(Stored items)
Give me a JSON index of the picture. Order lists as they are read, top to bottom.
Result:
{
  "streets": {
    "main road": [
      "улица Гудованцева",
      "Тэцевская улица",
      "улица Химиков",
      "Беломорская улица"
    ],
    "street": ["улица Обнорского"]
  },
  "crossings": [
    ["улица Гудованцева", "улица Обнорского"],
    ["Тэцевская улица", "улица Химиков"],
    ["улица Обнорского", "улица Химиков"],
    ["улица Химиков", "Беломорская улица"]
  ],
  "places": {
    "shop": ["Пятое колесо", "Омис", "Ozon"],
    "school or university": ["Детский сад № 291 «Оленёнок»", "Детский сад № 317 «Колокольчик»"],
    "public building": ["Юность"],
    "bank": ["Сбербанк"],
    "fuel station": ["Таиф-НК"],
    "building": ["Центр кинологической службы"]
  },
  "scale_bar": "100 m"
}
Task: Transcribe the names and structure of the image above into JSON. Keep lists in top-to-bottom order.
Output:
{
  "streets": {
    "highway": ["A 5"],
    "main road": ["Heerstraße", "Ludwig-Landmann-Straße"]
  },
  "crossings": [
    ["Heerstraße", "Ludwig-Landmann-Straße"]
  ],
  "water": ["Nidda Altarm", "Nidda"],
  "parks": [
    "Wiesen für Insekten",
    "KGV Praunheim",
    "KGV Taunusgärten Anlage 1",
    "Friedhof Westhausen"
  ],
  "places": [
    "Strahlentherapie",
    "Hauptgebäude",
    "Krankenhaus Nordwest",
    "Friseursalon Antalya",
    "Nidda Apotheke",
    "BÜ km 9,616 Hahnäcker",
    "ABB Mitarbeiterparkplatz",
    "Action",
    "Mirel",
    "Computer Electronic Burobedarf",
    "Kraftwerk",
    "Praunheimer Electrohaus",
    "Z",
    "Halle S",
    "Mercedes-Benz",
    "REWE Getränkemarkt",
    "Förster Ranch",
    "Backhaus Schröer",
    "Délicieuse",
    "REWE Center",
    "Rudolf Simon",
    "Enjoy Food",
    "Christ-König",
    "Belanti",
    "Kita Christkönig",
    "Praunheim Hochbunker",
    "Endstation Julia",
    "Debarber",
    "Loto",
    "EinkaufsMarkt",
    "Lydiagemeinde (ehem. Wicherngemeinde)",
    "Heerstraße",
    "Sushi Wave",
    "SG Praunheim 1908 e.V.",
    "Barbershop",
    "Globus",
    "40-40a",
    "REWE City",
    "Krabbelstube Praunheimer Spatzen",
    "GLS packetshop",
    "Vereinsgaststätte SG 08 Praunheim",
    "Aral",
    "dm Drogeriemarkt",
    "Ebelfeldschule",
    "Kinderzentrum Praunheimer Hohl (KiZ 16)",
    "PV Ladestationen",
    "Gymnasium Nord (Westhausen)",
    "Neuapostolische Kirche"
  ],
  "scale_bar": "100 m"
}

§ **Problem to solve**
Whenever the word "Heerstraße" occurs in a line of the records, that line counts toward the total; state the total only.

§ **Solved problem**
3